START Records for this exercise

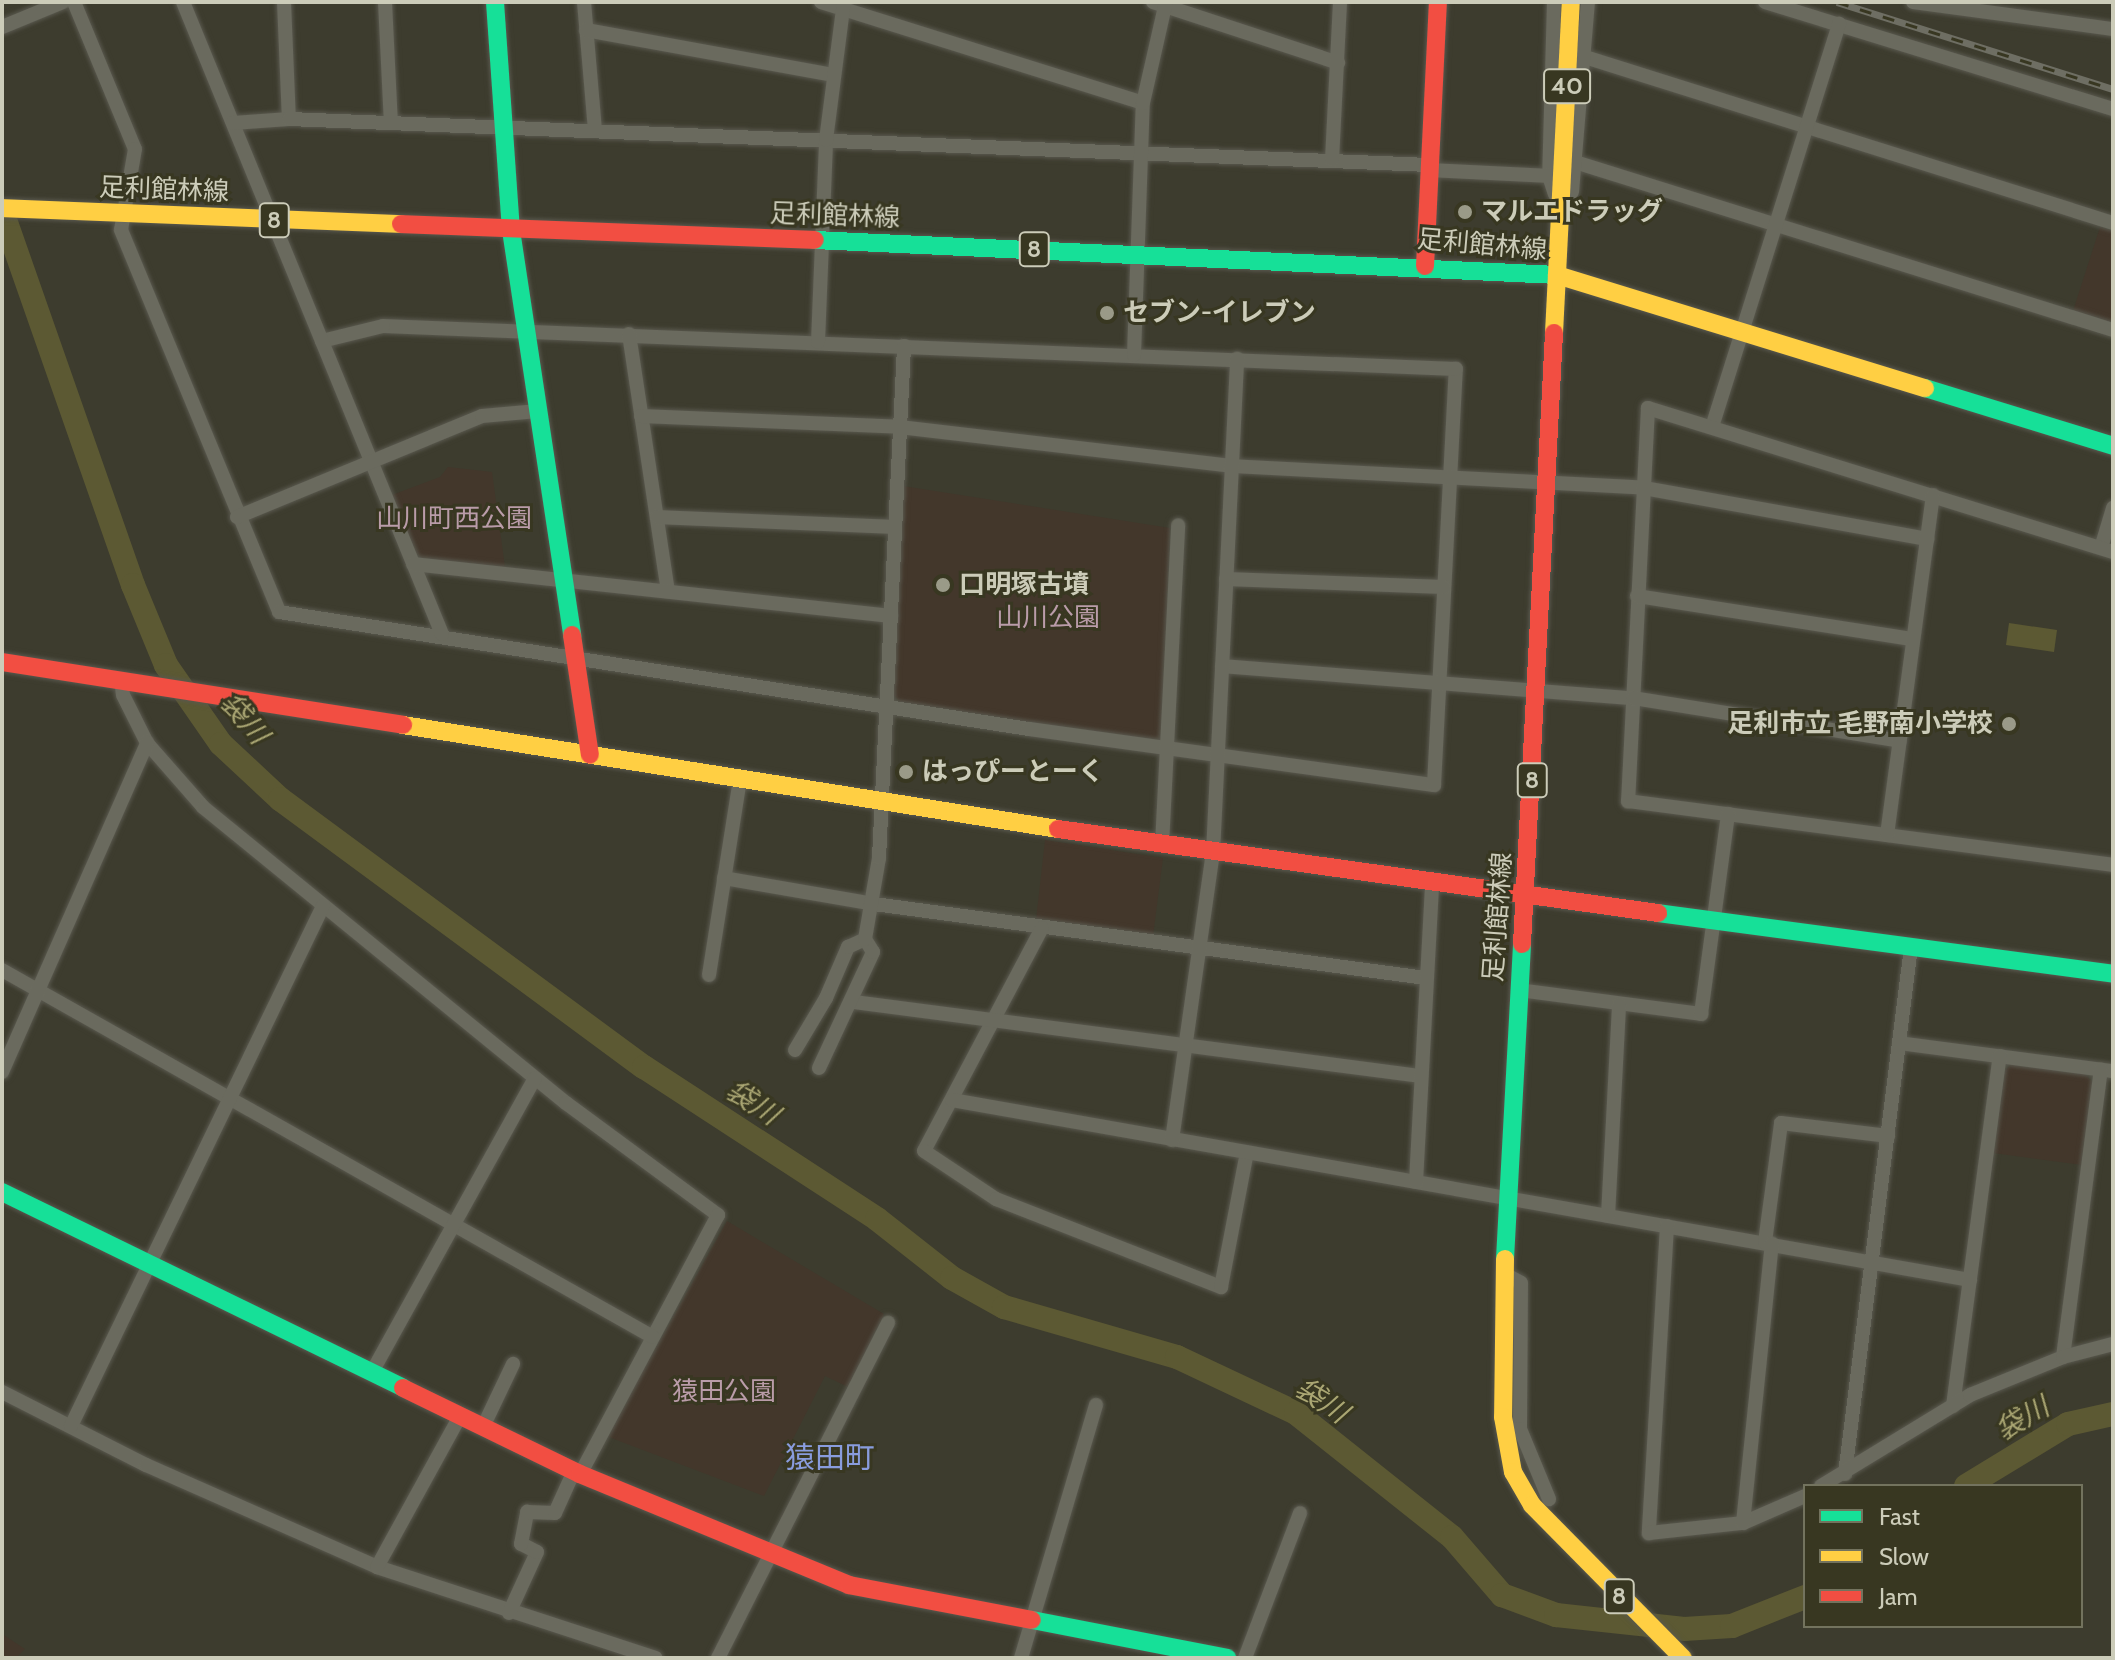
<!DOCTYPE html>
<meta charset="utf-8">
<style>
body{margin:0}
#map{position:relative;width:2115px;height:1660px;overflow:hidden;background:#3d3c2e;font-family:Cabin,"Noto Sans JP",sans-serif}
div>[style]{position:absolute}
.green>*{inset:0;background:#43372b}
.water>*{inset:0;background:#5c5933}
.river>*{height:24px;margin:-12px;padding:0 12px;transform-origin:12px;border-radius:12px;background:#5c5933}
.roads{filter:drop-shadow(0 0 2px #59584e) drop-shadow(0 0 2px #59584e)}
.street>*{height:14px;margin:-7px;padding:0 7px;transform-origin:7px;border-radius:7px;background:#6a6a5e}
.fast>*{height:18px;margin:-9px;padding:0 9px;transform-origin:9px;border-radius:9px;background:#16e098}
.slow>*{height:18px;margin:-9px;padding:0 9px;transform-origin:9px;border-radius:9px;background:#ffcf43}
.jam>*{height:18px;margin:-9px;padding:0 9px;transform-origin:9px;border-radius:9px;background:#f24e42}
.rail>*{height:7px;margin-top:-3.5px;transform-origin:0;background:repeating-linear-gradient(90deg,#383721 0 12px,#6e6e63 0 24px);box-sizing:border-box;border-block:2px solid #6e6e63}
.dots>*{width:22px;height:22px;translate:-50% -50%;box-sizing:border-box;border:4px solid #383721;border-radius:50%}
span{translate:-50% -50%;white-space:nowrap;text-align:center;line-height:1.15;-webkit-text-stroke:6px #383721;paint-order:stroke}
.shield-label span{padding:2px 6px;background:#383721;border:2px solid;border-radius:6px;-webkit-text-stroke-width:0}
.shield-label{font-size:24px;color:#ccccb9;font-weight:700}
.street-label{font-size:26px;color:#ccccb9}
.poi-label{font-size:26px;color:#ccccb9;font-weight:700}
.left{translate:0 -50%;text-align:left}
.right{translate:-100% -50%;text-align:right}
.park-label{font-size:26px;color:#ba9ca9}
.water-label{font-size:28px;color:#aaa673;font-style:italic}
.quarter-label{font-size:30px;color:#899cdd}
.frame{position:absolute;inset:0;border:4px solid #ccccb9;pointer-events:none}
.legend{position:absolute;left:1803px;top:1484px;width:280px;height:144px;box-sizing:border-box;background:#383721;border:2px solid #73735e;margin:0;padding:10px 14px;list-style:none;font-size:24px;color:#ccccb9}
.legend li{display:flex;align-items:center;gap:16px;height:40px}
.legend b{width:40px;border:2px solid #73735e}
</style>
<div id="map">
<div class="green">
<i style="clip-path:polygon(2100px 227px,2113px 231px,2113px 323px,2073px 311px)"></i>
<i style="clip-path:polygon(448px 467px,492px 472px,505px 567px,425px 560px,415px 553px,392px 495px,440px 477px)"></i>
<i style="clip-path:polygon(903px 486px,1170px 528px,1162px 743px,900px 702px,892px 694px)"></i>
<i style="clip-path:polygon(1045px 840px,1163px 858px,1153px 936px,1036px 920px)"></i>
<i style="clip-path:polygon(2013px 1063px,2083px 1072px,2093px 1083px,2082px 1165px,1993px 1153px,2004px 1071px)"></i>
<i style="clip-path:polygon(727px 1221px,884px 1314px,848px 1387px,825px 1376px,764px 1496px,606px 1436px)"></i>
<i style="clip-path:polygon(2px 1634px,25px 1649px,17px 1657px,2px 1658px)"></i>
</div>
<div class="water">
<i style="clip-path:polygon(2009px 623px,2057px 630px,2054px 652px,2006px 645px)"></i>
</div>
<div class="river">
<i style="left:2px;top:211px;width:396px;rotate:70.7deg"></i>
<i style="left:133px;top:585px;width:87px;rotate:67.6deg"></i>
<i style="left:166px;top:665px;width:96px;rotate:55.2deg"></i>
<i style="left:221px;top:744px;width:81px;rotate:43deg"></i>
<i style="left:280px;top:799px;width:452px;rotate:36.4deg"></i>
<i style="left:644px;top:1067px;width:278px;rotate:33.1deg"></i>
<i style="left:877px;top:1219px;width:95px;rotate:38.2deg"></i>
<i style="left:952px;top:1278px;width:60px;rotate:29.1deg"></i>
<i style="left:1004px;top:1307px;width:180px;rotate:16.1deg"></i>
<i style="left:1177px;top:1357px;width:132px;rotate:25.2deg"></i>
<i style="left:1296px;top:1413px;width:199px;rotate:38.5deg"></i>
<i style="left:1452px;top:1537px;width:77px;rotate:49.2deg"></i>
<i style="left:1502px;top:1595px;width:58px;rotate:20.3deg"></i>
<i style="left:1556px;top:1615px;width:129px;rotate:6.2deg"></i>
<i style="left:1684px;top:1629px;width:48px;rotate:-3.6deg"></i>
<i style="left:1732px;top:1626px;width:79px;rotate:-21.7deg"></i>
<i style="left:1966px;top:1486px;width:119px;rotate:-31.3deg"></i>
<i style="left:2068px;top:1424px;width:46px;rotate:-12.5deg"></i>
</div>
<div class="roads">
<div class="street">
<i style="left:74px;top:2px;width:159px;rotate:67.5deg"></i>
<i style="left:135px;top:149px;width:82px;rotate:99.8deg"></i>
<i style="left:121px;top:230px;width:413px;rotate:67.5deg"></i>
<i style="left:279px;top:612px;width:759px;rotate:8.87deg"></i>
<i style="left:1029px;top:729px;width:409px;rotate:7.9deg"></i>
<i style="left:1434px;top:785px;width:417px;rotate:-87deg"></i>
<i style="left:1456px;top:369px;width:1074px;rotate:-177.71deg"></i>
<i style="left:383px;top:326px;width:63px;rotate:166.2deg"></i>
<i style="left:183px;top:2px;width:683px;rotate:67.72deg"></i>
<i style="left:284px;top:2px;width:117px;rotate:87.6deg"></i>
<i style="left:385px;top:2px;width:121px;rotate:87.2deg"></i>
<i style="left:584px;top:2px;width:129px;rotate:85.1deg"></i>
<i style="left:821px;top:2px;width:337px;rotate:17.4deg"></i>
<i style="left:1153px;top:2px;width:195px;rotate:18.2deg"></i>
<i style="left:1554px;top:2px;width:174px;rotate:91.6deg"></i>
<i style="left:1549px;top:176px;width:19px;rotate:72deg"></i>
<i style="left:1765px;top:2px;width:364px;rotate:17.1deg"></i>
<i style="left:1913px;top:2px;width:202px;rotate:7.7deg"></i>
<i style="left:2px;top:27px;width:66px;rotate:-22.3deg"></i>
<i style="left:586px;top:30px;width:252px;rotate:10.3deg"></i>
<i style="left:1585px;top:57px;width:553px;rotate:17.45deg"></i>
<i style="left:233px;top:123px;width:56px;rotate:-4.1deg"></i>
<i style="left:289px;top:119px;width:1143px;rotate:2.31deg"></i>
<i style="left:1332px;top:160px;width:158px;rotate:-87.1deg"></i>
<i style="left:1575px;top:162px;width:564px;rotate:17.34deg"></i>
<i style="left:1431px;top:170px;width:118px;rotate:2.9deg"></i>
<i style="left:1572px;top:192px;width:191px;rotate:-85.2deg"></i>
<i style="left:629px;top:334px;width:260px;rotate:81.4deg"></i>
<i style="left:818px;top:342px;width:202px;rotate:-87.7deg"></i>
<i style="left:826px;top:140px;width:139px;rotate:-82.6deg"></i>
<i style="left:1134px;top:355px;width:252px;rotate:-88deg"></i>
<i style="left:1143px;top:103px;width:104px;rotate:-77.2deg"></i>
<i style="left:641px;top:416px;width:259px;rotate:2.4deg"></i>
<i style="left:900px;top:427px;width:333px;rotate:6.7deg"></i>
<i style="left:1231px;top:466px;width:414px;rotate:3deg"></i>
<i style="left:1644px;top:488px;width:288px;rotate:10.2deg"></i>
<i style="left:1712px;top:427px;width:423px;rotate:-72.5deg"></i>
<i style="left:237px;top:517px;width:265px;rotate:-22.4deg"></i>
<i style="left:482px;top:416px;width:56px;rotate:-5.1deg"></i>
<i style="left:657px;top:517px;width:238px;rotate:2.4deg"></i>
<i style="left:2101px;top:548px;width:42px;rotate:-73.3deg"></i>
<i style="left:2113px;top:552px;width:487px;rotate:-162.8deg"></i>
<i style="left:1648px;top:408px;width:394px;rotate:92.9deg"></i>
<i style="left:1628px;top:801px;width:489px;rotate:7.5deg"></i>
<i style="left:413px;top:564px;width:481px;rotate:6.2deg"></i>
<i style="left:1226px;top:579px;width:218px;rotate:2.1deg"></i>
<i style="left:1637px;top:596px;width:279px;rotate:8.9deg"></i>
<i style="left:1222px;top:666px;width:412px;rotate:4.5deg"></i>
<i style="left:1633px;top:698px;width:270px;rotate:9.1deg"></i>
<i style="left:121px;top:679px;width:16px;rotate:83deg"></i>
<i style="left:123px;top:695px;width:54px;rotate:63.4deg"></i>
<i style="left:147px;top:743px;width:85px;rotate:48.8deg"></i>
<i style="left:203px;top:807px;width:468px;rotate:39.2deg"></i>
<i style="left:566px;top:1103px;width:189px;rotate:36.4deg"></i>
<i style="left:718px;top:1215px;width:293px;rotate:118deg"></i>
<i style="left:1887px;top:835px;width:343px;rotate:-82.3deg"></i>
<i style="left:1162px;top:845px;width:320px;rotate:-87.1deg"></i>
<i style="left:724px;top:878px;width:152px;rotate:9.8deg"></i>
<i style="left:874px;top:904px;width:557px;rotate:7.64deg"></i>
<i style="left:1042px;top:928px;width:252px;rotate:117.9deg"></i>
<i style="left:924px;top:1151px;width:87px;rotate:33.7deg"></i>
<i style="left:996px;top:1199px;width:242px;rotate:21.4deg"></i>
<i style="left:1221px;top:1287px;width:137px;rotate:-79.1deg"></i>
<i style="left:2px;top:970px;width:747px;rotate:29.41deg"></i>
<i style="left:709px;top:975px;width:197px;rotate:-81deg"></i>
<i style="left:1519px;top:990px;width:184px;rotate:7.5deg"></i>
<i style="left:1701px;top:1014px;width:202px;rotate:-82.3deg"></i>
<i style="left:854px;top:1002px;width:572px;rotate:7.44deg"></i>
<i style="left:1899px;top:1043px;width:216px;rotate:7.5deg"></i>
<i style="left:795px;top:1050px;width:61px;rotate:-59.2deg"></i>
<i style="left:826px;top:998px;width:56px;rotate:-66.7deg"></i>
<i style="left:848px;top:947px;width:19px;rotate:-25deg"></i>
<i style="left:819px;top:1068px;width:128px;rotate:-65deg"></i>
<i style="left:873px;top:952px;width:15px;rotate:-122deg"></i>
<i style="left:865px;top:939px;width:82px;rotate:-80.2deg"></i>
<i style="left:879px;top:858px;width:513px;rotate:-87.2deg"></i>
<i style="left:2px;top:1072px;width:360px;rotate:-66.2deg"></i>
<i style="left:952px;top:1100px;width:1034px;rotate:10.03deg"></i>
<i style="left:1172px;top:1140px;width:290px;rotate:-81.9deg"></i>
<i style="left:1213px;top:853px;width:495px;rotate:-87.2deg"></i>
<i style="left:1416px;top:1182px;width:299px;rotate:-86.9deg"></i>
<i style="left:1608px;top:1216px;width:212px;rotate:-87deg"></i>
<i style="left:1667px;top:1226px;width:308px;rotate:93.4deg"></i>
<i style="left:1649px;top:1533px;width:95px;rotate:-6.1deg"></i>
<i style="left:1743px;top:1523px;width:68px;rotate:-23.5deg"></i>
<i style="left:1765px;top:1242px;width:120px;rotate:-82.3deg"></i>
<i style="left:1781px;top:1123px;width:108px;rotate:6.9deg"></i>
<i style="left:1505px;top:1274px;width:18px;rotate:29deg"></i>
<i style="left:1521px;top:1283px;width:146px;rotate:90.4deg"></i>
<i style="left:1520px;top:1429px;width:76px;rotate:67.5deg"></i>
<i style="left:2063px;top:1357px;width:290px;rotate:-82.5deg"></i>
<i style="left:372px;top:1372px;width:336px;rotate:-61deg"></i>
<i style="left:2px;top:1392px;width:161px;rotate:26.9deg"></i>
<i style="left:146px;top:1465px;width:253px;rotate:23.8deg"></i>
<i style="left:377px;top:1567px;width:293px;rotate:18.1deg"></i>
<i style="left:1953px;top:1406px;width:353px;rotate:-82.4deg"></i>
<i style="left:71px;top:1426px;width:578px;rotate:-64.14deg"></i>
<i style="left:483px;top:1427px;width:70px;rotate:-64.5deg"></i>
<i style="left:1845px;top:1474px;width:531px;rotate:-82.86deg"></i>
<i style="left:1821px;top:1486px;width:175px;rotate:-31.4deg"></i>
<i style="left:1970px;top:1395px;width:100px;rotate:-22.2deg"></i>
<i style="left:2063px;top:1357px;width:52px;rotate:-14.6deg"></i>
<i style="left:1743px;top:1523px;width:281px;rotate:-84.1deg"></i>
<i style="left:377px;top:1567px;width:172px;rotate:-61.2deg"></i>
<i style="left:509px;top:1613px;width:67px;rotate:-65.3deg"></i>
<i style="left:537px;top:1552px;width:18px;rotate:-153deg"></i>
<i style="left:521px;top:1544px;width:33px;rotate:-79deg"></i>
<i style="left:527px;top:1512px;width:28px;rotate:2deg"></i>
<i style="left:555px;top:1513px;width:46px;rotate:-65.7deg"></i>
<i style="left:718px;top:1658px;width:376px;rotate:-63.1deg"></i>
<i style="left:1021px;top:1658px;width:264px;rotate:-73.5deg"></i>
<i style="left:1245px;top:1658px;width:155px;rotate:-69.2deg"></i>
</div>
<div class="fast">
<i style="left:495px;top:2px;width:229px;rotate:86deg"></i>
<i style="left:511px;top:230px;width:410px;rotate:81.4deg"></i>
<i style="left:815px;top:240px;width:743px;rotate:2.7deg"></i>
<i style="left:1925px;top:388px;width:197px;rotate:17.1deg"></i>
<i style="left:1658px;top:913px;width:459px;rotate:7.6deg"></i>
<i style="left:2px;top:1192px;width:446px;rotate:26deg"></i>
<i style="left:1505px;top:1259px;width:315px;rotate:-86.9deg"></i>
<i style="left:1032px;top:1620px;width:199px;rotate:11deg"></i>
</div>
<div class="slow">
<i style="left:2px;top:208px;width:399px;rotate:2.3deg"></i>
<i style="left:1557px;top:275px;width:385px;rotate:17.1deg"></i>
<i style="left:1554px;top:333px;width:331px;rotate:-87.1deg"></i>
<i style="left:403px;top:725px;width:663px;rotate:9.02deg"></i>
<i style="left:1505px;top:1259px;width:158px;rotate:90.7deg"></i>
<i style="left:1503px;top:1417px;width:56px;rotate:79.7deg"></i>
<i style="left:1513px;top:1472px;width:38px;rotate:60deg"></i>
<i style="left:1532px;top:1505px;width:215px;rotate:45.4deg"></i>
</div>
<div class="jam">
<i style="left:401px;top:224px;width:414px;rotate:2.2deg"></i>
<i style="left:1425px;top:266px;width:264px;rotate:-87.2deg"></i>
<i style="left:572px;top:635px;width:121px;rotate:81.5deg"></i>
<i style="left:2px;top:662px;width:406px;rotate:8.9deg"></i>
<i style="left:1058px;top:829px;width:606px;rotate:7.97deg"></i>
<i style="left:1522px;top:944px;width:612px;rotate:-87deg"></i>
<i style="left:403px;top:1388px;width:197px;rotate:25.9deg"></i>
<i style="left:580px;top:1474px;width:291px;rotate:22.4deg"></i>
<i style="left:849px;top:1585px;width:186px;rotate:10.8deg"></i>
</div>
</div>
<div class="rail">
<i style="left:1837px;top:2px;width:289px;rotate:17.5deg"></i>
</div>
<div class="dots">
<i style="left:1465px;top:212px;background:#9a9a88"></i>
<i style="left:1107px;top:313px;background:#9a9a88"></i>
<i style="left:943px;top:585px;background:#9a9a88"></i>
<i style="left:2009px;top:724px;background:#9a9a88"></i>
<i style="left:906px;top:772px;background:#9a9a88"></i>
</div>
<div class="shield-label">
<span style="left:1567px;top:86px">40</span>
<span style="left:274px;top:220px">8</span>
<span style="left:1034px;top:249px">8</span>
<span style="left:1532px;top:780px">8</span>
<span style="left:1619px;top:1596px">8</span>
</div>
<div class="street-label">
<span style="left:164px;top:190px;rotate:2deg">足利館林線</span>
<span style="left:835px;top:216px;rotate:2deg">足利館林線</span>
<span style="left:1482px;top:245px;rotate:5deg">足利館林線</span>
<span style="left:1498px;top:917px;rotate:-86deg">足利館林線</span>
</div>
<div class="poi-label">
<span class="left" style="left:1481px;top:212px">マルエドラッグ</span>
<span class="left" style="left:1123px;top:313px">セブン-イレブン</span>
<span class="left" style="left:959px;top:585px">口明塚古墳</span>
<span class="right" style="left:1993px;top:724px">足利市立 毛野南小学校</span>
<span class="left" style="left:922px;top:772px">はっぴーとーく</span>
</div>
<div class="park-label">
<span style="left:454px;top:519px">山川町西公園</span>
<span style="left:1048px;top:618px">山川公園</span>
<span style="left:724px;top:1392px">猿田公園</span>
</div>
<div class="water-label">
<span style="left:245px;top:718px;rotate:50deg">袋川</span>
<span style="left:753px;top:1102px;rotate:33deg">袋川</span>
<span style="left:1322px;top:1400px;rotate:34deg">袋川</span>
<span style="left:2022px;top:1418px;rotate:-30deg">袋川</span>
</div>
<div class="quarter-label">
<span style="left:830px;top:1458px">猿田町</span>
</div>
<div class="frame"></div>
<ul class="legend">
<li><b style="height:10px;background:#16e098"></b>Fast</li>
<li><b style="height:10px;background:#ffcf43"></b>Slow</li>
<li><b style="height:10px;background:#f24e42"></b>Jam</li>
</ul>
</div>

END Records for this exercise

- **Directions**
Wherever a line above contains the string "river", copy that line.

- **Exercise response**
.river>*{height:24px;margin:-12px;padding:0 12px;transform-origin:12px;border-radius:12px;background:#5c5933}
<div class="river">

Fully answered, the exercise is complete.